### EXERCISE
Compute how many lines in the data below contain "rotate"; answer only with that number.

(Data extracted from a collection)

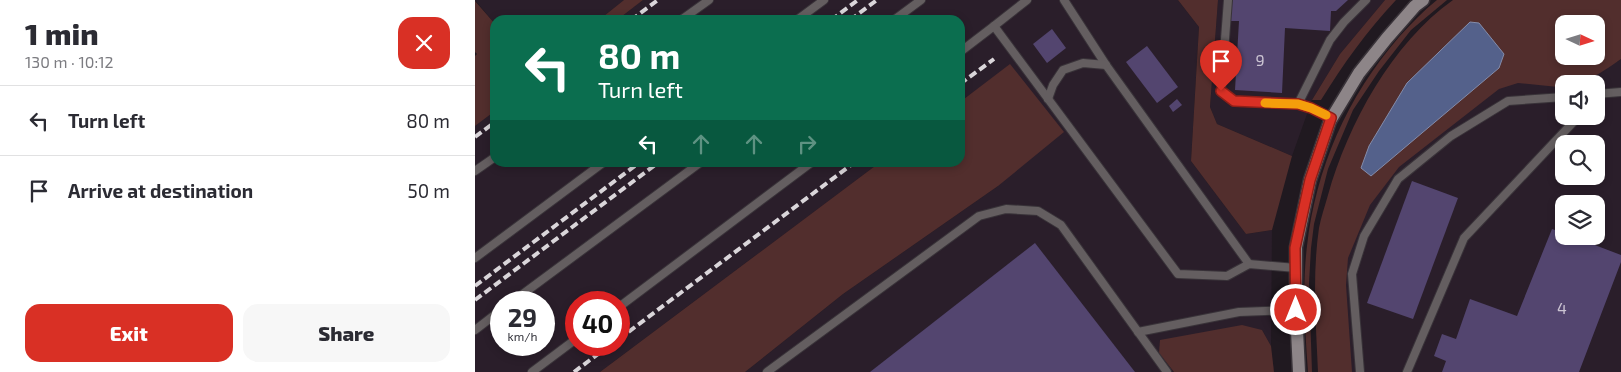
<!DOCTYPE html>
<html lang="en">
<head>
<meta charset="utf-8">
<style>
  body { margin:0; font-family:"Exo 2",sans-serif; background:#f7f7f7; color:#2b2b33; height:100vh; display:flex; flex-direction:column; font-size:19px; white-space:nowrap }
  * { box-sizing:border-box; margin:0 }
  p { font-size:16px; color:#7c7c81 }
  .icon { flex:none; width:28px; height:28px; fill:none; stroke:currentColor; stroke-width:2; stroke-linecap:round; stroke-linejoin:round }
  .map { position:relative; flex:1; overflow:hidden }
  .drawer { display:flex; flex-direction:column; background:#fff; width:475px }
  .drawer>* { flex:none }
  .hud { position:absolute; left:15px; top:15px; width:475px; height:152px; border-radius:15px; box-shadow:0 2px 8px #0003; background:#0b6e4f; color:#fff; overflow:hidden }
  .needle { width:32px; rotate:94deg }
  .tools { position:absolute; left:1080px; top:15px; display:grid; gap:10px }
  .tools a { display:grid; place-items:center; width:50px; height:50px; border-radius:10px; background:#fff; box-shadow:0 2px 8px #0003; font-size:25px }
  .speed { position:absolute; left:15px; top:291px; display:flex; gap:10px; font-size:25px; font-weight:700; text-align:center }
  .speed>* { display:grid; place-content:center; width:65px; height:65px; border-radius:50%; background:#fff; box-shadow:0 2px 8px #0003; line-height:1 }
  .speed small { font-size:12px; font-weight:400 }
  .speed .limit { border:8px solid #d22; background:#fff; color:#111 }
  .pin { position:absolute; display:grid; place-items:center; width:42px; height:42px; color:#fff; margin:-51px -21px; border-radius:50% 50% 50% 0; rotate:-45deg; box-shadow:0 0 5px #0007 }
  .pin .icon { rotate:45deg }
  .me { position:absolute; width:55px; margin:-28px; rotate:0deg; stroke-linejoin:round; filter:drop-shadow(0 0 4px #0008) }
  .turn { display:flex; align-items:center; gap:18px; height:105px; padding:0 25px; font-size:22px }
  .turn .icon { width:65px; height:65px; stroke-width:2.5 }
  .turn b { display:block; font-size:35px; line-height:42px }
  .lanes { display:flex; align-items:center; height:48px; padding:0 25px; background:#0003; justify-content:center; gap:25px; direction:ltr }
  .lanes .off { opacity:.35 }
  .round { display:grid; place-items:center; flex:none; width:52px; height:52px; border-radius:15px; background:#f7f7f7 }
  .headline { display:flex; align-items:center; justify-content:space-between; height:85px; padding:0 25px }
  h1 { font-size:30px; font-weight:800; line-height:38px }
  .button { display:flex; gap:10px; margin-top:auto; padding:10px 25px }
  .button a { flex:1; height:58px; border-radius:15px; background:#d93025; color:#fff; font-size:20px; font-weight:800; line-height:58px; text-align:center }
  .button a+a { background:#f7f7f7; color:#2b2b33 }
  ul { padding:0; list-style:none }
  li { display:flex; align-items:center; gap:15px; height:70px; padding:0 25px; border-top:1px solid #e1e1e2 }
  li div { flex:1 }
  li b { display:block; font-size:19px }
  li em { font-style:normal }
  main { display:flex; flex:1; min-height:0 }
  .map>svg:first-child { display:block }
</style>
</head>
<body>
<main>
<section class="drawer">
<div class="headline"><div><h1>1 min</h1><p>130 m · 10:12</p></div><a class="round" style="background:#d93025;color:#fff"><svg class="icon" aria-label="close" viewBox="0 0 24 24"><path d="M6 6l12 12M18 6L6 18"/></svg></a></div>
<ul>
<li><svg class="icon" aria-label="left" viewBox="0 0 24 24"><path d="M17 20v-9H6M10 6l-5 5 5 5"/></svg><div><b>Turn left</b></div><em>80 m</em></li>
<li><svg class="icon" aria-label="arrive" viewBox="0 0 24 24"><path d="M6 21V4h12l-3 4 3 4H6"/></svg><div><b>Arrive at destination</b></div><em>50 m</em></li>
</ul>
<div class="button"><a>Exit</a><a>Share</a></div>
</section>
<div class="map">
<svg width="1146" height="372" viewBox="0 0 1146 372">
  <rect width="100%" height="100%" fill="#201920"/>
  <g fill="#2a1e2a" fill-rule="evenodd">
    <path d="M0 0H149L124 20H20V24Z"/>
    <path d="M168 0H703L724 27 716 161 771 234 797 230 796 346 787 330 684 353 699 372H270L368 294 523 186 535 65 485 102V20H142Z"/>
    <path d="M743 0H910L865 54 837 100 817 156 742 124 735 107Z"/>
    <path d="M1089 56 1142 62 1146 59V372H859L854 280 886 168 897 176 1024 68ZM1089 84H1121V116H1089ZM1089 144H1121V176H1089ZM1089 204H1121V236H1089Z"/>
    <path d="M20 111V162L404 163 125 372H0V126ZM26 302H69V345H26ZM101 302H144V345H101Z"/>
  </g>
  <g fill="#522e2d" fill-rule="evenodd">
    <path d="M149 0H168L142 20H124Z"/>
    <path d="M703 0H743L735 107 742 124 817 156 797 230 771 234 716 161 724 27Z"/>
    <path d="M910 0H921C891 32 869 63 846 100H837L865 54Z"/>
    <path d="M962 0H972L936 30 904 71 878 110 853 169 839 224 836 248 834 283 837 372H833C830 331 827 288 832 246 841 168 872 97 924 37 936 24 948 11 962 0Z"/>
    <path d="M978 0H1146V59C1129 71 1111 84 1089 84V85L1083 87 1043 83 1024 89 924 167 895 205 873 258 871 285 877 372H843C841 324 837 276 844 228 846 217 850 206 853 195 873 124 917 43 978 0ZM1089 24H1121V56H1089Z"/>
    <path d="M0 1 20 24V111L0 126V56L2 54 0 52Z"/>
    <path d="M535 64 589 132 523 186 368 294 270 372H125L404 163 485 162V102Z"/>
    <path d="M767 325 787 330 796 346 799 372H699L684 353 685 340Z"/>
  </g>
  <path fill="#54618b" stroke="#848caa" d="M995 22 1004 23 1029 54 1024 68 896 176 886 168 894 146 932 83Z"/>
  <g fill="#53456f">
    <path d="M756 0H873L861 11H856L855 31 810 28 807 93 760 90 764 21H755Z"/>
    <path d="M577 29 591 48 572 63 558 44Z"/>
    <path d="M672 46 703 87 682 103 651 62Z"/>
    <path d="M702 99 707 105 698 112 694 106Z"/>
    <path d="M937 181 983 198 938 319 892 303Z"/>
    <path d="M1077 229 1089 233V236H1096L1146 255V262L1104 372H967L971 361 959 356 967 334 981 339 995 299 1042 316Z"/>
    <path d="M560 243 660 372H395Z"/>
  </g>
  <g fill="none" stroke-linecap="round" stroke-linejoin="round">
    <defs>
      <g id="lane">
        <path d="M589 0 631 65 774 264"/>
        <path d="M753 0 746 91 759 101 823 104 836 108 856 118"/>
        <path d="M206 20 234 0"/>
        <path d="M322 20 349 0"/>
        <path d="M419 20 446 0"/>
        <path d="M519 26 552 0"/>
        <path d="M485 52 519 26 703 274 752 276 774 264 821 268"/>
        <path d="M1121 94 1146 92"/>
        <path d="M573 99 578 85 588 70 608 63 631 65"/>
        <path d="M823 104 855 40 869 22 891 0"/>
        <path d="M0 171 20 157"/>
        <path d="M0 258 129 162"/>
        <path d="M37 302 226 162"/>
        <path d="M144 307 337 162"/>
        <path d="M0 330 26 310"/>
        <path d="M663 332 764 312 821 310"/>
        <path d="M57 372 101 339"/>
        <path d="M292 372 504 216 531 209 563 211 586 225 692 372"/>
        <path d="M885 372 877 274 889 236 923 179 976 136 1033 101 1089 97"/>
        <path d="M932 372 989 238 1104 116"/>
      </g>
      <path id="secondary" d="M824 372 821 310V247L835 180 855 121 884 73 912 38 940 6 948 0"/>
    </defs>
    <use href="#lane" stroke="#393339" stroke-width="10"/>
    <use href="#secondary" stroke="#393339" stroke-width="15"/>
    <use href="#lane" stroke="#645e60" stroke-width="8"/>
    <use href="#secondary" stroke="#8d8588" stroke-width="12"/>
    <g stroke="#dad6da" stroke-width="4" stroke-dasharray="8 4" stroke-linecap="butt">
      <path d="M156 20 183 0"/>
      <path d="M356 20 383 0"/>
      <path d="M375 20 402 0"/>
      <path d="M485 84 519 59"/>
      <path d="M0 137 20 122"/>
      <path d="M0 286 165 162"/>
      <path d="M0 300 184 162"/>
      <path d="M144 339 380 162"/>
      <path d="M99 372 135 345"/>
    </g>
  </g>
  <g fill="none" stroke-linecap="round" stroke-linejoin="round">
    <defs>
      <path id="route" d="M746 91 759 101 823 104 836 108 856 118 835 180 820 248 821 310"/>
    </defs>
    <use href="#route" stroke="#8d1f18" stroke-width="12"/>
    <use href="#route" stroke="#d93025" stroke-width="9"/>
    <path stroke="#f59e0b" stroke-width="9" d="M790 103 823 104 836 108 851 115"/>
  </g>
  <g text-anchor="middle" stroke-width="4" stroke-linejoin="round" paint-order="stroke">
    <g font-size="16" fill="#ccc5d3">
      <text x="785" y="66">9</text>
      <text x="1087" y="314">4</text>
    </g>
  </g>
</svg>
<div class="tools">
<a><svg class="needle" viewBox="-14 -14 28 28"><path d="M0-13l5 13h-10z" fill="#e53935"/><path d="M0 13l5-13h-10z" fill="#7c7c81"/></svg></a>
<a><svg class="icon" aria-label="sound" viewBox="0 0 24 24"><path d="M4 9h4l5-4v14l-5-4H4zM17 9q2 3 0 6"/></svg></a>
<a><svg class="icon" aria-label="search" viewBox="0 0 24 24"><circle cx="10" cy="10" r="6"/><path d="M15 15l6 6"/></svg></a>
<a><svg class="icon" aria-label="layers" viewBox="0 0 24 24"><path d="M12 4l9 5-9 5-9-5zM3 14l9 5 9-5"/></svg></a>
</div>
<div class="speed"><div>29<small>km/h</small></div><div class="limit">40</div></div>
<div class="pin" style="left:746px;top:91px;background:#d93025"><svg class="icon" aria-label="arrive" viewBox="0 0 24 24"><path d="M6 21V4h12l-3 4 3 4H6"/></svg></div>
<svg class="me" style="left:821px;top:310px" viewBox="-20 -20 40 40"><circle r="17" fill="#d93025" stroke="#fff" stroke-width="3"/><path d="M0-11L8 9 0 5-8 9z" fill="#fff"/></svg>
<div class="hud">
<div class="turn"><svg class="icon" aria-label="left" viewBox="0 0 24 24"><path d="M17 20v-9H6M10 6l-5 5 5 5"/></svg><div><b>80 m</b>Turn left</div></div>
<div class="lanes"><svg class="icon" aria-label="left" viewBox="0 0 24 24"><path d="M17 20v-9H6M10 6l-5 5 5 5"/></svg><svg class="icon off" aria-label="ahead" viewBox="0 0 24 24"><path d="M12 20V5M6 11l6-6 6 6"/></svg><svg class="icon off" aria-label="ahead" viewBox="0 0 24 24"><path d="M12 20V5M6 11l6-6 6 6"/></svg><svg class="icon off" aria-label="right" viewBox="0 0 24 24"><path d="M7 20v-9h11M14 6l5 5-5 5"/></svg></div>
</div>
</div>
</main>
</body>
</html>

### SOLUTION FOR THIS PROBLEM
4